### TASK DIRECTIONS
Count the lines below in which "rows" appears, then give that number by itself.

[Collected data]
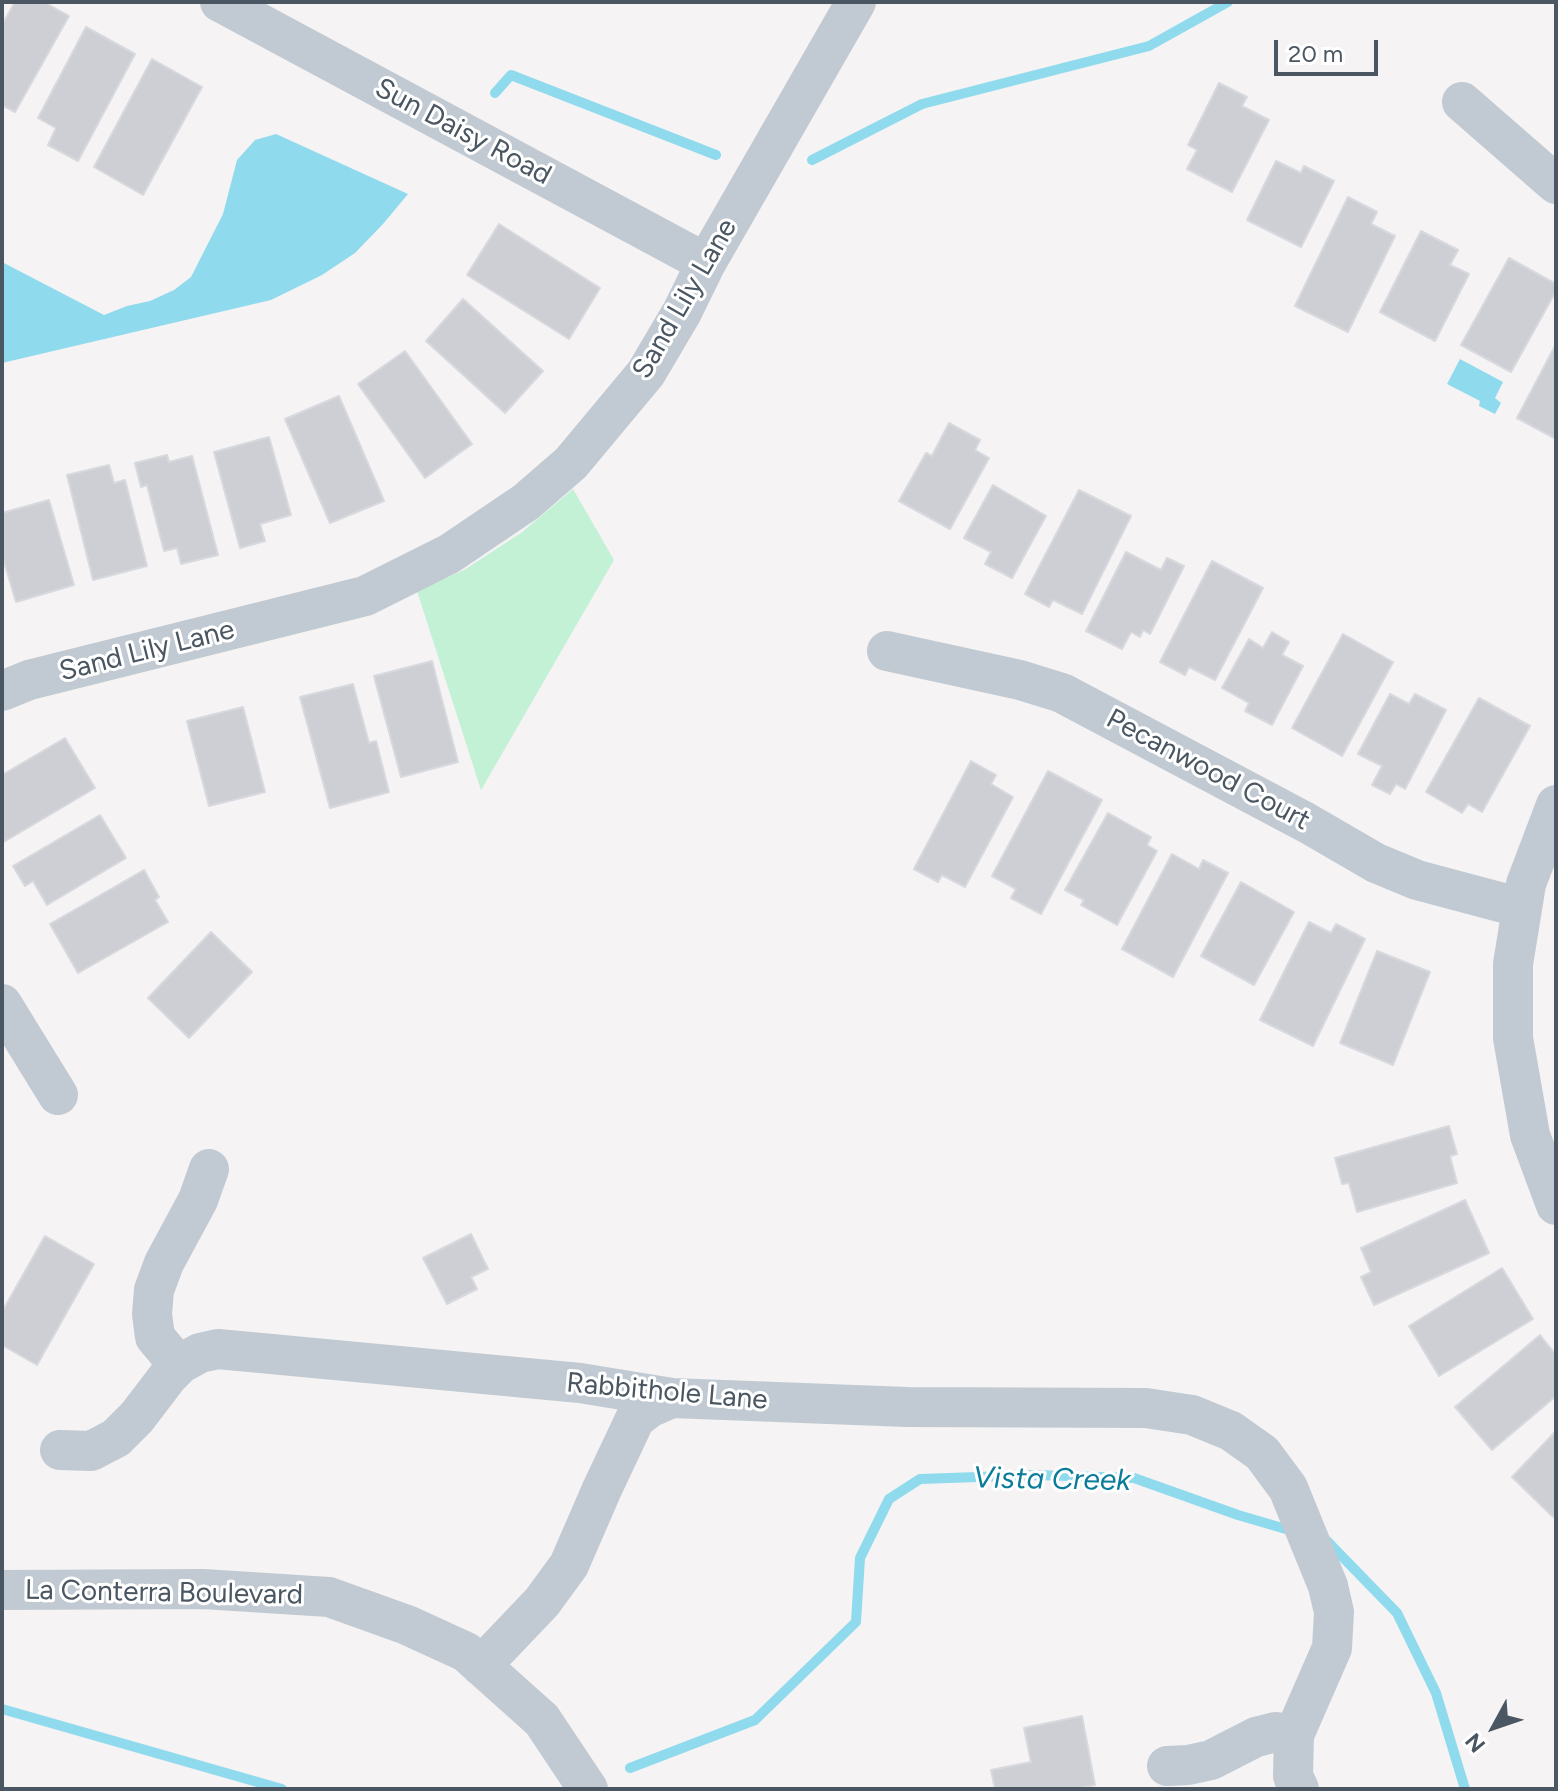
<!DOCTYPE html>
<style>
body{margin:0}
#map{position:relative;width:1558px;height:1791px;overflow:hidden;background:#f5f3f3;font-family:Figtree,sans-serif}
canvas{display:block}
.frame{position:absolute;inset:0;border:4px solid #4a5661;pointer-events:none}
.north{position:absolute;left:1454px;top:1687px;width:80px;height:80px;-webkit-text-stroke:6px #fff;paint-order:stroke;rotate:230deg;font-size:22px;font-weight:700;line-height:32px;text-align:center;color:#4a5661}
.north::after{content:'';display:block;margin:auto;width:28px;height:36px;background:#4a5661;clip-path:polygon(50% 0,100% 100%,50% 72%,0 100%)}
.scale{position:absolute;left:1274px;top:40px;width:104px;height:36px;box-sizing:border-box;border:4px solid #4a5661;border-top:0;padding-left:10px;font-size:24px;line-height:28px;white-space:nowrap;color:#4a5661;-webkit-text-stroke:6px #fff;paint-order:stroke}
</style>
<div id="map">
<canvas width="1558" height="1791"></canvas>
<div class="frame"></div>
<div class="north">N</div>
<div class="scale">20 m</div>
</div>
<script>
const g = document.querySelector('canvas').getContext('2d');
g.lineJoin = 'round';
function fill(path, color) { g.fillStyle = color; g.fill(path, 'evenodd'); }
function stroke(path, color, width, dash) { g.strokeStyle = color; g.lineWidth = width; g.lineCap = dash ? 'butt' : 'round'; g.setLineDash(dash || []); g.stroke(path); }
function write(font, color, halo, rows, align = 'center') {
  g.font = font + ' Figtree,sans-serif'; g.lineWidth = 6; g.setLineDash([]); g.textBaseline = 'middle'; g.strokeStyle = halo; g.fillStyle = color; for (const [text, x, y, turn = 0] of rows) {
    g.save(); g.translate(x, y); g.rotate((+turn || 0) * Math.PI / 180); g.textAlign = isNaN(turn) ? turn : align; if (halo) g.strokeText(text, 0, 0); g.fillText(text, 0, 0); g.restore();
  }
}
const green = new Path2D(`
 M 573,489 L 614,560 L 481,790 L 417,591 L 464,570 L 521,533 Z`);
const water = new Path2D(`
 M 276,134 L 408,194 L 383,224 L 355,253 L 322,275 L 271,300 L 2,363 L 2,262 L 104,315 L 127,306 L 150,301 L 174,290 L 191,277 L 223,214 L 237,160 L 255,140 Z
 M 1460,359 L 1503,382 L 1495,398 L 1501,403 L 1495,414 L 1479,406 L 1480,401 L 1447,384 Z`);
const stream = new Path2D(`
 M 495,93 L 511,75 L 716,155
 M 812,160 L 922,104 L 1149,46 L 1228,2
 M 1327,1541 L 1397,1613 L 1436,1693 L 1465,1789
 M 2,1709 L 282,1789
 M 630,1768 L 755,1720 L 856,1622 L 860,1558 L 889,1499 L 920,1479 L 1035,1475 L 1134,1478 L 1238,1515 L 1296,1532`);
const building = new Path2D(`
 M 15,2 L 44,2 L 69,16 L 15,112 L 2,105 L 2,25 Z
 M 86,27 L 135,54 L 78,161 L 48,145 L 56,128 L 38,118 Z
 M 152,59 L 202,87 L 143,195 L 94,167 Z
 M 1219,83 L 1247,97 L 1242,106 L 1269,120 L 1232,192 L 1187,169 L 1197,150 L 1188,145 Z
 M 1276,161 L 1301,173 L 1304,166 L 1334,181 L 1301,247 L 1247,220 Z
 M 1348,197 L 1377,212 L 1371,224 L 1395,236 L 1348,332 L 1295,306 Z
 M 499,224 L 600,288 L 569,339 L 467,275 Z
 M 1421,231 L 1458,250 L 1450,265 L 1469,274 L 1435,341 L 1380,312 Z
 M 1509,258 L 1556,284 L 1556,291 L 1511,372 L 1461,345 Z
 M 463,299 L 543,371 L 505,413 L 426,341 Z
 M 1556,344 L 1556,439 L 1517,418 Z
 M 405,351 L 472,444 L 425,478 L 358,384 Z
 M 339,396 L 384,501 L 330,523 L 285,419 Z
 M 949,423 L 980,440 L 975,450 L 989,458 L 950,529 L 899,501 L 926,453 L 932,456 Z
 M 269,437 L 291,515 L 260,524 L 265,541 L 240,548 L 214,452 Z
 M 167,455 L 169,462 L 192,456 L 218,555 L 181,564 L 177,548 L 164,551 L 147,485 L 141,487 L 135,463 Z
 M 109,465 L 114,483 L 125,480 L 147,566 L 93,580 L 67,475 Z
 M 993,485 L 1046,516 L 1012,578 L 985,564 L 991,552 L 964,538 Z
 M 1079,490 L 1131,516 L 1082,614 L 1053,600 L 1049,607 L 1025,594 Z
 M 49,500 L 74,585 L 16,602 L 2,555 L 2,513 Z
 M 1126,552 L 1161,570 L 1167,558 L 1184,566 L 1150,634 L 1143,630 L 1140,637 L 1131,632 L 1122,649 L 1086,631 Z
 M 1212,561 L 1263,588 L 1215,680 L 1189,667 L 1185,675 L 1160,662 Z
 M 1272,632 L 1289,642 L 1282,655 L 1303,666 L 1272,725 L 1245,711 L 1249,703 L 1222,688 L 1249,639 L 1263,648 Z
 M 1343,634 L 1393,662 L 1342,756 L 1292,728 Z
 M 432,661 L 458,762 L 401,777 L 374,676 Z
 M 353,684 L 369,743 L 376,741 L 389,792 L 330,808 L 300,697 Z
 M 1390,694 L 1409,704 L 1415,694 L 1446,710 L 1405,789 L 1396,784 L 1390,794 L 1372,785 L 1382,766 L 1358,754 Z
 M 1479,698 L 1530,726 L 1482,812 L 1468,804 L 1462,813 L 1426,792 Z
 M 243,707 L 265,792 L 209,806 L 187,721 Z
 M 65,738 L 95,788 L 2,843 L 2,775 Z
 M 971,761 L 996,775 L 991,784 L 1013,797 L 965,887 L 942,875 L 938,882 L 914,869 Z
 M 1048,771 L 1102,800 L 1041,914 L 1011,898 L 1016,889 L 992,876 Z
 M 1108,813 L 1151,837 L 1147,845 L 1157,851 L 1117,925 L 1081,905 L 1084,900 L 1065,890 Z
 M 100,815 L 126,858 L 47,905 L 33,881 L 25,886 L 13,866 Z
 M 1172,854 L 1199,869 L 1203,860 L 1228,873 L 1173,977 L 1122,949 Z
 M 144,870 L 159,897 L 155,900 L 168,922 L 78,973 L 50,924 Z
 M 1241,882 L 1294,912 L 1254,985 L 1201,956 Z
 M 1309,922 L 1331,933 L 1336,924 L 1365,939 L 1313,1046 L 1260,1020 Z
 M 211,932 L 252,972 L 189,1038 L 148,998 Z
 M 1377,951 L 1430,972 L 1393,1065 L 1340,1043 Z
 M 1449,1126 L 1457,1154 L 1450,1156 L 1457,1183 L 1357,1212 L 1349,1183 L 1342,1184 L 1335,1158 Z
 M 1465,1200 L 1489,1253 L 1374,1305 L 1361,1277 L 1371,1272 L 1361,1248 Z
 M 471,1234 L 488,1269 L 471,1277 L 477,1289 L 447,1304 L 423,1258 Z
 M 45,1236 L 94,1264 L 37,1365 L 2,1345 L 2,1312 Z
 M 1502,1268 L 1533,1319 L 1439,1376 L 1409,1326 Z
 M 1540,1335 L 1556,1355 L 1556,1396 L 1492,1450 L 1455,1407 Z
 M 1556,1431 L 1556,1515 L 1553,1517 L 1512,1477 Z
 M 1082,1716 L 1095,1785 L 1074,1789 L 995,1789 L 991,1770 L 1031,1762 L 1024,1728 Z`);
const street = new Path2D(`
 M 220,2 L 706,263
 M 1462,102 L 1556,184
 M 887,651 L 1020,680 L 1062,693 L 1307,823 L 1376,863 L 1417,880 L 1522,908
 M 2,691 L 29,680 L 365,596 L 449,554 L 526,502 L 571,463 L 646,373 L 682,312 L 706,263 L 856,2
 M 1556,805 L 1526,884 L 1513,964 L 1513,1038 L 1530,1135 L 1556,1205
 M 2,1004 L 58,1095
 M 180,1364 L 170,1355 L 155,1337 L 152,1314 L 154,1290 L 164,1263 L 198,1200 L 209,1169
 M 60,1450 L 91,1451 L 116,1438 L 137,1417 L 169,1375 L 180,1364 L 200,1353 L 218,1349 L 580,1383 L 672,1398 L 907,1407 L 1146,1408 L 1192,1415 L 1231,1431 L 1262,1453 L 1288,1488 L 1328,1586 L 1334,1612 L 1332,1648 L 1294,1735 L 1293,1776 L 1299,1789
 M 2,1590 L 203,1589 L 329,1597 L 407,1625 L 466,1652 L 542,1720 L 588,1789
 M 481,1666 L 542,1602 L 569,1565 L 602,1489 L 635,1419 L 649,1408 L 672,1398
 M 1167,1766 L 1188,1765 L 1211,1760 L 1256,1737 L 1276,1732 L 1294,1735`);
const streetNames = [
 ["Sun Daisy Road",463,132,28],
 ["Sand Lily Lane",685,299,-60],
 ["Sand Lily Lane",147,651,-14],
 ["Pecanwood Court",1208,770,28],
 ["Rabbithole Lane",667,1392,5],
 ["La Conterra Boulevard",164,1593,1]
];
const waterNames = [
 ["Vista Creek",1052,1480,1]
];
fill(green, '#c3f1d5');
fill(water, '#90daee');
stroke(stream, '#90daee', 10);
fill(building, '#cdcfd5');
stroke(building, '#d7d9de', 2);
stroke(street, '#c1cad2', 40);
write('28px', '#4a5661', '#fff', streetNames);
write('italic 30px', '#0c7c9b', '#fff', waterNames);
</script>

### SOLVED PROBLEM
2